## PROBLEM
All that is wanted is the lines from the first line of the listing below through the line containing "display:flex; align-items:center; gap:16px;", written out exactly with pictures left out.

- - -

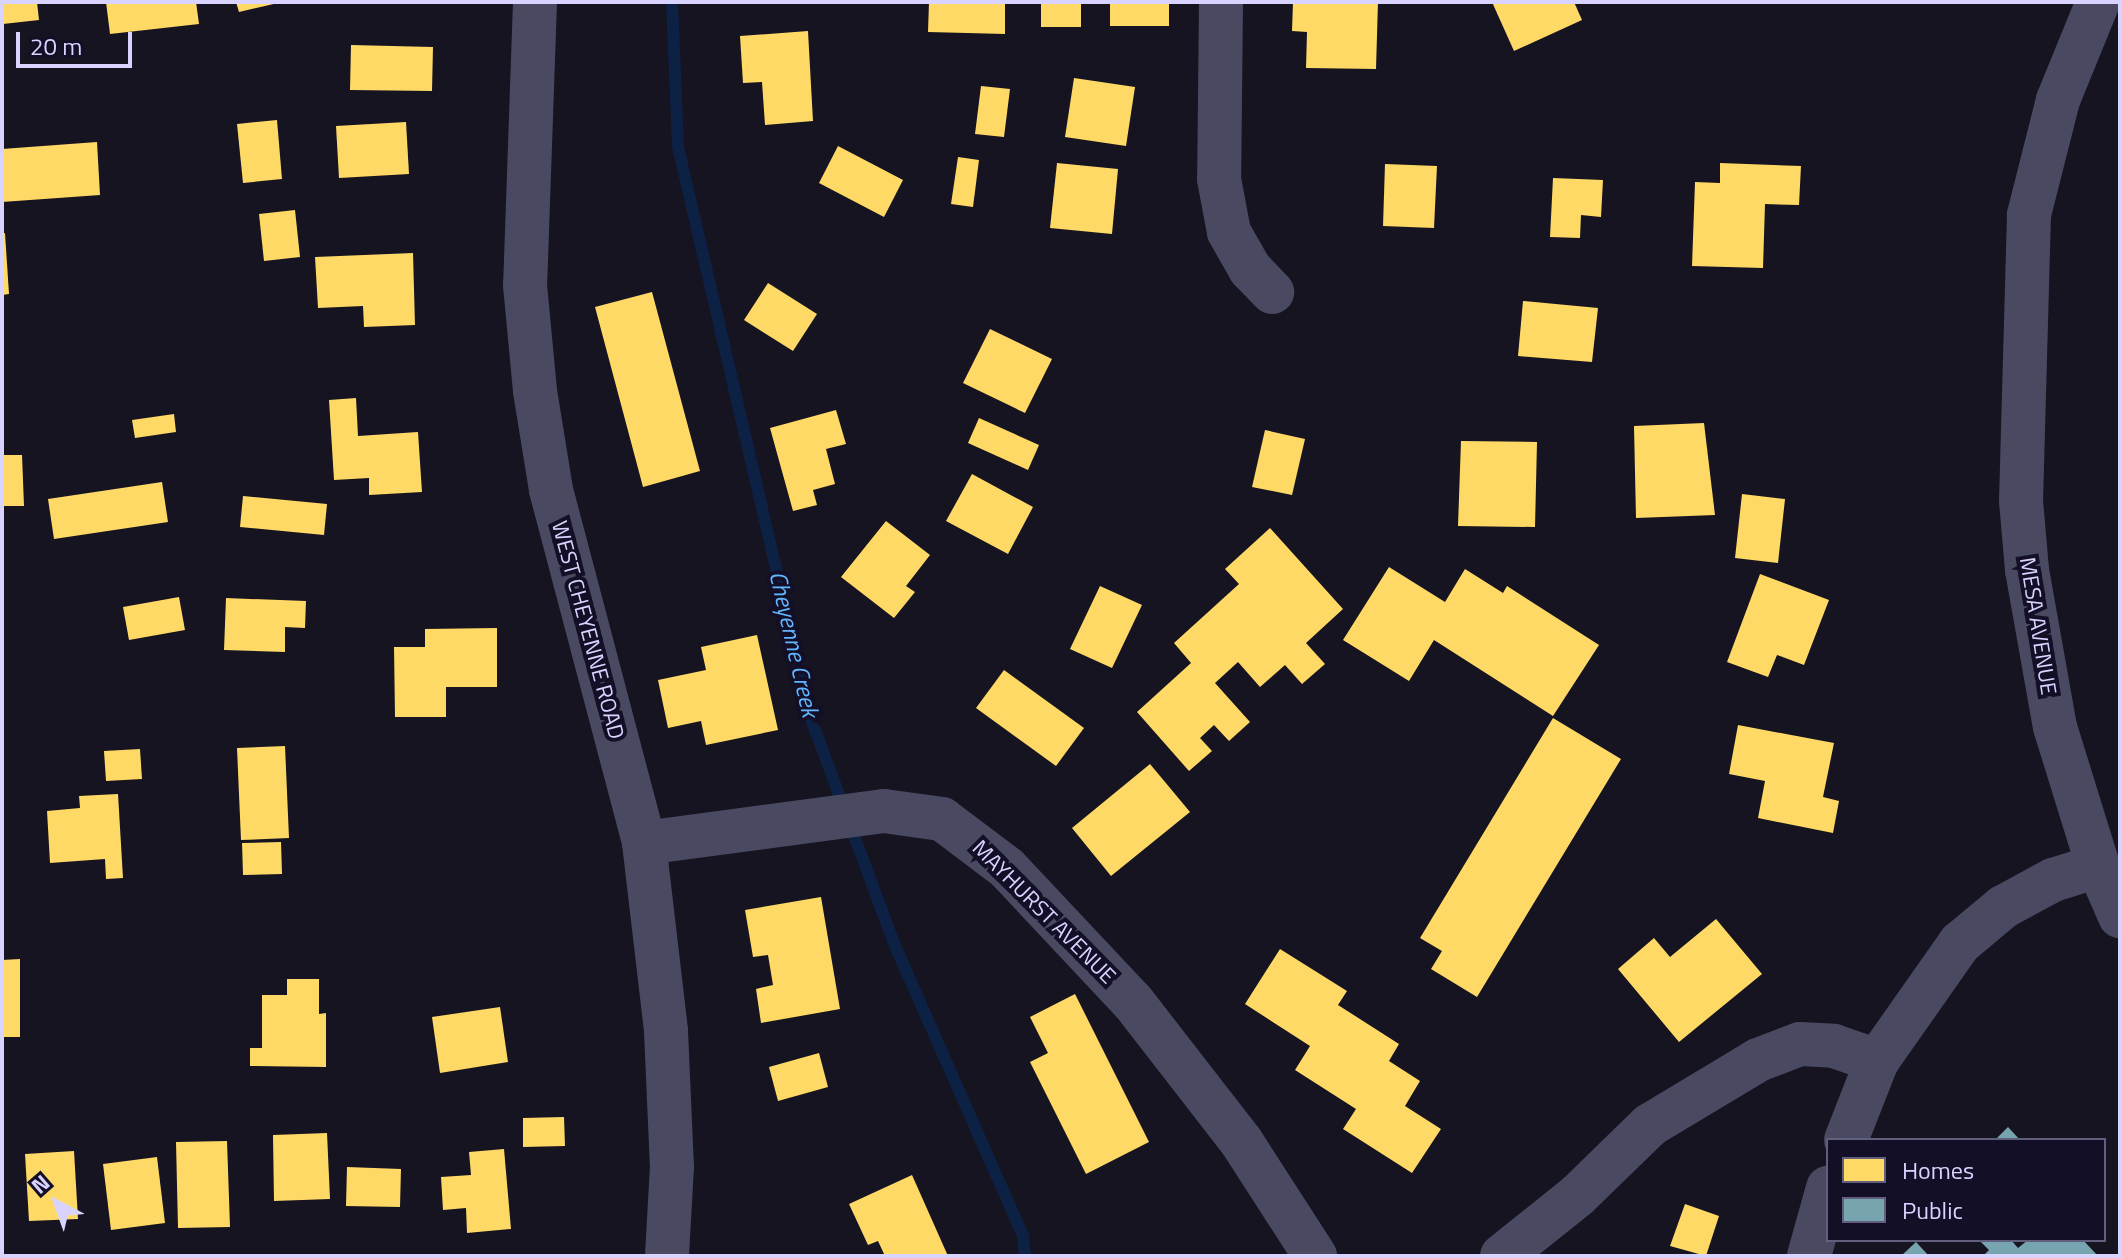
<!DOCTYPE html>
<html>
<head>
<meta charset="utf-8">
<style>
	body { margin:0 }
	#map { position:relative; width:2122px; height:1258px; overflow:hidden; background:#161421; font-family:"Titillium Web",sans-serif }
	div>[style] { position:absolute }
	.homes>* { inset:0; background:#ffd966 }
	.public>* { inset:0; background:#76a5af }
	.stream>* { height:12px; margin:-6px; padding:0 6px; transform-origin:6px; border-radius:6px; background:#0d2144 }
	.minor>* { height:44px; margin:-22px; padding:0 22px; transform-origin:22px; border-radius:22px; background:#4a4962 }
	.tertiary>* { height:44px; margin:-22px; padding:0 22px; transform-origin:22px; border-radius:22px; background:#4a4962 }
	span { translate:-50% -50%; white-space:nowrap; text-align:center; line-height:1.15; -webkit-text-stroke:8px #130f26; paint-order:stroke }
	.street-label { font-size:22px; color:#d9d4ff }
	.water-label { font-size:24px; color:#62b6ff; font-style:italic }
	.frame { position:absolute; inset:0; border:4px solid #d9d4ff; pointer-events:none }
	.legend { position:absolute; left:1826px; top:1138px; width:280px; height:104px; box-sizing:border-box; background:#130f26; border:2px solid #625e7d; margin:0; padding:10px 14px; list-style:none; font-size:24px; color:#d9d4ff }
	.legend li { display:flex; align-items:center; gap:16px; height:40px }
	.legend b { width:40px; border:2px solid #625e7d }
	.north { position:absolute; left:16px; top:1162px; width:80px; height:80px; -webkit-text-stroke:6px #130f26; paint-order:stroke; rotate:319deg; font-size:22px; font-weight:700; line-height:32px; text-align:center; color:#d9d4ff }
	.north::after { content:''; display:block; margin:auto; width:28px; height:36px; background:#d9d4ff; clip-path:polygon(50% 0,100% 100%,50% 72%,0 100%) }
	.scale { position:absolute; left:16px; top:32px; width:116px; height:36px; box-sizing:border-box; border:4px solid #d9d4ff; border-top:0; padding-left:10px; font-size:24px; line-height:28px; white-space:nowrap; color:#d9d4ff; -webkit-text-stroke:6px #130f26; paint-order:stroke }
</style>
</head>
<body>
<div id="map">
	<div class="homes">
		<div style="clip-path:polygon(2px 2px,37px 2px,39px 20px,3px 24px)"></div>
		<div style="clip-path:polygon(106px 2px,196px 2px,199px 24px,110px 34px)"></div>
		<div style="clip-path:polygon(236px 2px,277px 2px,278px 3px,239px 12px)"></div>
		<div style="clip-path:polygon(929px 2px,1005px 2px,1005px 34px,928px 32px)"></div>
		<div style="clip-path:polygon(1041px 2px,1081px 2px,1081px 27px,1041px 27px)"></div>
		<div style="clip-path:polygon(1110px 2px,1169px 2px,1169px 26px,1110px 26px)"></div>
		<div style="clip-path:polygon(1293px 2px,1378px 2px,1376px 69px,1306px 68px,1307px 32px,1292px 31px)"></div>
		<div style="clip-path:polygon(1492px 2px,1574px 2px,1582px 20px,1514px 51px)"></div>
		<div style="clip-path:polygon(808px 31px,813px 121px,765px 125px,762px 82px,743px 83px,740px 36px)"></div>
		<div style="clip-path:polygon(351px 45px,433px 47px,432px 91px,350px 90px)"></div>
		<div style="clip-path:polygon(1074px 78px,1135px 87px,1126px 146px,1065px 137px)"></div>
		<div style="clip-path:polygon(981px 86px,1010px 89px,1004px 137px,975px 134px)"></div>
		<div style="clip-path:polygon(277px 120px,282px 179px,243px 183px,237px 124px)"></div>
		<div style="clip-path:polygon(406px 122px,409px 174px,339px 178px,336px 126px)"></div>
		<div style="clip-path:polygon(97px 142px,100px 195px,2px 202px,2px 149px)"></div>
		<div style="clip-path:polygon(838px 146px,903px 180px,884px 217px,819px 183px)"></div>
		<div style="clip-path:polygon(958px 157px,979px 160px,973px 207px,951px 204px)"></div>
		<div style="clip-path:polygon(1057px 163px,1118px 169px,1112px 234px,1050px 228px)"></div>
		<div style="clip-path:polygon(1720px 163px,1801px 166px,1799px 205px,1765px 204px,1763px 268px,1692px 266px,1695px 182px,1720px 183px)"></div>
		<div style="clip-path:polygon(1385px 164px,1437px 166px,1434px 228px,1383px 226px)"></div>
		<div style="clip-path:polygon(1553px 178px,1603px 180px,1601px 217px,1581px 215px,1580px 238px,1550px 237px)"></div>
		<div style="clip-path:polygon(295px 210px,300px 257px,264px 261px,259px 214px)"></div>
		<div style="clip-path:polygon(5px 233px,9px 294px,2px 295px,2px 234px)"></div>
		<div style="clip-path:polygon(413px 253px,415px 325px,364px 327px,363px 306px,318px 308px,315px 257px)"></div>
		<div style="clip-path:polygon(768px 283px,817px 314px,793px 351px,744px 320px)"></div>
		<div style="clip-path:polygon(652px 292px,700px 471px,643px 487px,595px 307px)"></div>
		<div style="clip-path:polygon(1523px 301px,1598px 308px,1592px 362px,1518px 356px)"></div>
		<div style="clip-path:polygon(990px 329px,1052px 359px,1025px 413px,963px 383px)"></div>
		<div style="clip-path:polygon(356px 398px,358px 436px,418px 432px,422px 492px,369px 495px,369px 478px,334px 480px,329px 400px)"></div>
		<div style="clip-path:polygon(836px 410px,846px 444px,826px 449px,835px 484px,813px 490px,817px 505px,793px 511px,770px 428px)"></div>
		<div style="clip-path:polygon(174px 414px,176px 432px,135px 438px,132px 420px)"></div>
		<div style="clip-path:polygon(979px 418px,1039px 445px,1028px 470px,968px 443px)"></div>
		<div style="clip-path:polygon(1704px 423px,1715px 515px,1636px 518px,1634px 426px)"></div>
		<div style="clip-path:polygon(1265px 430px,1305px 439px,1292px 495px,1252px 487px)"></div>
		<div style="clip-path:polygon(1461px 441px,1537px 442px,1535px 527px,1458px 526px)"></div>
		<div style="clip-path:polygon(2px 455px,22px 455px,24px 506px,2px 506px)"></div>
		<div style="clip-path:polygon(972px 474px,1033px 507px,1008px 554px,946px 521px)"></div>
		<div style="clip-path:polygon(162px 482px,168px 522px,54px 539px,48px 499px)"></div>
		<div style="clip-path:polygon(1742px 494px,1785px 499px,1778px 563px,1735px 558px)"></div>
		<div style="clip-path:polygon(243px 496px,327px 504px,324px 535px,240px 527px)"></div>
		<div style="clip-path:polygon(886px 521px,930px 555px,906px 586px,915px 592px,894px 618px,841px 577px)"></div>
		<div style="clip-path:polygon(1270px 528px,1343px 609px,1306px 643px,1325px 664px,1302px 684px,1285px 665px,1260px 687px,1238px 662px,1215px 683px,1250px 722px,1229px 741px,1214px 725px,1200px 738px,1212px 751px,1189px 771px,1137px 712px,1191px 663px,1174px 643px,1239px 584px,1225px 569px)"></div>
		<div style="clip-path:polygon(1389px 567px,1445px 602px,1465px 569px,1503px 593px,1507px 586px,1599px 645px,1553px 716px,1434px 640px,1409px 681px,1343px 640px)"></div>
		<div style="clip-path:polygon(1760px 574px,1829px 600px,1804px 665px,1777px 655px,1768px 677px,1727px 662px)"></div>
		<div style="clip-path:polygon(1100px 586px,1142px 605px,1112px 668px,1070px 649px)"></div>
		<div style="clip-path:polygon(179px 597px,185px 630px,129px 640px,123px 607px)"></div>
		<div style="clip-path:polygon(226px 598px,306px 601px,305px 628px,285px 627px,285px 652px,224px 650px)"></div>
		<div style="clip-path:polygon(497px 628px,497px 687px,446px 687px,446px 717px,395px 717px,394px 647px,425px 647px,425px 629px)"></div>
		<div style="clip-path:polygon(757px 635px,778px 730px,706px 745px,701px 721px,668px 728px,658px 680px,706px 670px,701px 647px)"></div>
		<div style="clip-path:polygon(1004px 670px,1084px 728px,1056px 766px,976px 708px)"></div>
		<div style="clip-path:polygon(1553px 718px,1621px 759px,1477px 997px,1431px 969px,1442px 951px,1420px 938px)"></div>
		<div style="clip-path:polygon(1738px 725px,1834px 743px,1823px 797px,1839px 801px,1833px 833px,1758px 818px,1765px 781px,1729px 774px)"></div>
		<div style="clip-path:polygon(285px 746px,289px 838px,241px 840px,237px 748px)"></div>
		<div style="clip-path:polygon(140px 749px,142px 779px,106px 781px,104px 751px)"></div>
		<div style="clip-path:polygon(1150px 764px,1190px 812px,1111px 876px,1072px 828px)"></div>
		<div style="clip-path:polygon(118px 794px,123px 878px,106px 879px,105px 859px,50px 863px,47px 811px,80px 808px,79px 796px)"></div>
		<div style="clip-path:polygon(281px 842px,282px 874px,243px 875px,242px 843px)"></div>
		<div style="clip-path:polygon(821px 897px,840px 1009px,761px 1023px,756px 989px,773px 985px,768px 955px,753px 957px,745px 910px)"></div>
		<div style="clip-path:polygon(1716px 919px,1762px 974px,1679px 1042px,1618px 969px,1654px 938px,1670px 957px)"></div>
		<div style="clip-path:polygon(1280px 949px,1347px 991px,1338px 1005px,1399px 1044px,1389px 1061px,1420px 1081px,1405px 1106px,1441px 1129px,1412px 1173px,1343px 1129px,1356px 1109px,1295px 1070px,1310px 1046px,1245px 1004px)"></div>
		<div style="clip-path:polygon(20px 959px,20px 1037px,2px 1037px,2px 960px)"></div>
		<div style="clip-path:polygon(287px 979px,319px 979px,319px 1014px,326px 1013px,326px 1067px,250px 1066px,250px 1048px,262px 1048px,262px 995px,287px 995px)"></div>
		<div style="clip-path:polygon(1075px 994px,1149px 1142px,1086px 1174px,1030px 1062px,1048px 1053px,1030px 1017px)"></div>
		<div style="clip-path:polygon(500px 1007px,508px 1062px,440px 1073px,432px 1017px)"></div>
		<div style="clip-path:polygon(819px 1053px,828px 1087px,778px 1101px,769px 1067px)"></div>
		<div style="clip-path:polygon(564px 1117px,565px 1146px,523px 1147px,523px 1118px)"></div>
		<div style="clip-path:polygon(327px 1133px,330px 1199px,274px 1201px,273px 1135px)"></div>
		<div style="clip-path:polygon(227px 1141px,230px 1227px,178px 1228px,176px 1142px)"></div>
		<div style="clip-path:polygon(504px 1149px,511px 1229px,467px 1233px,466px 1208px,443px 1210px,441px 1177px,471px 1175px,469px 1152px)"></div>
		<div style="clip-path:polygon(74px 1151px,78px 1219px,29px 1221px,25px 1154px)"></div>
		<div style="clip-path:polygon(157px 1157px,165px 1223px,111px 1230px,103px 1164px)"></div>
		<div style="clip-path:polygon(347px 1167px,401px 1169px,400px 1207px,346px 1206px)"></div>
		<div style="clip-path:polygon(912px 1175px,948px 1256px,885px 1256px,878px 1241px,868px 1245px,849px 1204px)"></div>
		<div style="clip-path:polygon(1685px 1204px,1719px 1216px,1706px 1256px,1670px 1246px)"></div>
	</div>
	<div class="public">
		<div style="clip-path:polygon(2008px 1127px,2020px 1140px,1995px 1140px)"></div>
		<div style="clip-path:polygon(1979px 1240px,2011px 1240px,2018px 1248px,2028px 1240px,2083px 1240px,2098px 1256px,1983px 1256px,1989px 1250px)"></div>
		<div style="clip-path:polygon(1916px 1242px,1929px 1256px,1901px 1256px)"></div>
	</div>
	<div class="stream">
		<div style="left:672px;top:2px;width:145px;rotate:87.6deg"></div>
		<div style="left:678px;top:147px;width:587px;rotate:76.91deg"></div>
		<div style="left:811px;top:719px;width:237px;rotate:69.7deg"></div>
		<div style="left:893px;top:941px;width:322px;rotate:66.2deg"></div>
		<div style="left:1023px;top:1236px;width:20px;rotate:84deg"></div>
	</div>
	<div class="minor">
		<div style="left:1221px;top:2px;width:177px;rotate:90.6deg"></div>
		<div style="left:1219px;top:179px;width:54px;rotate:79.3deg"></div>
		<div style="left:1229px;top:232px;width:43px;rotate:60.4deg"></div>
		<div style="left:1250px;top:269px;width:32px;rotate:46deg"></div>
		<div style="left:644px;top:843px;width:242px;rotate:-7.6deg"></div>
		<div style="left:884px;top:811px;width:59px;rotate:7.9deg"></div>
		<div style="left:942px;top:819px;width:81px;rotate:37deg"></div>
		<div style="left:1007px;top:868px;width:184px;rotate:46.8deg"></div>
		<div style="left:1133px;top:1002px;width:176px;rotate:52.2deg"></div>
		<div style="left:1241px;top:1141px;width:137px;rotate:57.2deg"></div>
		<div style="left:1846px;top:1140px;width:85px;rotate:-68.6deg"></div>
		<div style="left:1877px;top:1061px;width:144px;rotate:-54.9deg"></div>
		<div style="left:1960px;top:943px;width:56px;rotate:-39.9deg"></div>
		<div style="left:2003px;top:907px;width:57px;rotate:-28.4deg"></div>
		<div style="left:2053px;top:880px;width:47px;rotate:-17.3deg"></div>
		<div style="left:1502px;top:1256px;width:96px;rotate:-38.7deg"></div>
		<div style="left:1577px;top:1196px;width:102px;rotate:-44.2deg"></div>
		<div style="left:1650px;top:1125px;width:126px;rotate:-31deg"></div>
		<div style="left:1758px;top:1060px;width:45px;rotate:-20.9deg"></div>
		<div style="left:1800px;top:1044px;width:34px;rotate:3deg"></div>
		<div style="left:1834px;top:1046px;width:46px;rotate:19.2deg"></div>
		<div style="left:1809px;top:1256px;width:71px;rotate:-74.4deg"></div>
	</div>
	<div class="tertiary">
		<div style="left:535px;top:2px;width:283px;rotate:92deg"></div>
		<div style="left:525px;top:285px;width:106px;rotate:84.6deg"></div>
		<div style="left:535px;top:391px;width:100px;rotate:80.8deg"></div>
		<div style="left:551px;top:490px;width:365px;rotate:75.2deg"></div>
		<div style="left:644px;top:843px;width:189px;rotate:83.3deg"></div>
		<div style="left:666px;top:1031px;width:135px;rotate:87.5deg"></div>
		<div style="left:672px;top:1166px;width:90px;rotate:93.2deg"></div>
		<div style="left:2098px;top:2px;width:106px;rotate:112.2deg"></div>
		<div style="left:2058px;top:100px;width:119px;rotate:104.2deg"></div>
		<div style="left:2029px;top:215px;width:286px;rotate:91.6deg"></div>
		<div style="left:2021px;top:501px;width:69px;rotate:85deg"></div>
		<div style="left:2027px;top:570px;width:159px;rotate:79.9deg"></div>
		<div style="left:2055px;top:727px;width:145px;rotate:72.8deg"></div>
		<div style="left:2098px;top:866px;width:55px;rotate:66.3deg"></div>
	</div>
	<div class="street-label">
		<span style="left:2038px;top:626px;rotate:81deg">MESA AVENUE</span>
		<span style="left:588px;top:630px;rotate:75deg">WEST CHEYENNE ROAD</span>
		<span style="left:1044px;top:912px;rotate:45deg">MAYHURST AVENUE</span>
	</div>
	<div class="water-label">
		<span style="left:794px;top:644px;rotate:77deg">Cheyenne Creek</span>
	</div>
	<div class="frame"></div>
	<ul class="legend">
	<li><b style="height:22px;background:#ffd966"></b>Homes</li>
	<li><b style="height:22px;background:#76a5af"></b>Public</li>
	</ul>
	<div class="north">N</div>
	<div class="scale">20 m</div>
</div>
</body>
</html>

- - -

## WRITTEN RESPONSE
<!DOCTYPE html>
<html>
<head>
<meta charset="utf-8">
<style>
	body { margin:0 }
	#map { position:relative; width:2122px; height:1258px; overflow:hidden; background:#161421; font-family:"Titillium Web",sans-serif }
	div>[style] { position:absolute }
	.homes>* { inset:0; background:#ffd966 }
	.public>* { inset:0; background:#76a5af }
	.stream>* { height:12px; margin:-6px; padding:0 6px; transform-origin:6px; border-radius:6px; background:#0d2144 }
	.minor>* { height:44px; margin:-22px; padding:0 22px; transform-origin:22px; border-radius:22px; background:#4a4962 }
	.tertiary>* { height:44px; margin:-22px; padding:0 22px; transform-origin:22px; border-radius:22px; background:#4a4962 }
	span { translate:-50% -50%; white-space:nowrap; text-align:center; line-height:1.15; -webkit-text-stroke:8px #130f26; paint-order:stroke }
	.street-label { font-size:22px; color:#d9d4ff }
	.water-label { font-size:24px; color:#62b6ff; font-style:italic }
	.frame { position:absolute; inset:0; border:4px solid #d9d4ff; pointer-events:none }
	.legend { position:absolute; left:1826px; top:1138px; width:280px; height:104px; box-sizing:border-box; background:#130f26; border:2px solid #625e7d; margin:0; padding:10px 14px; list-style:none; font-size:24px; color:#d9d4ff }
	.legend li { display:flex; align-items:center; gap:16px; height:40px }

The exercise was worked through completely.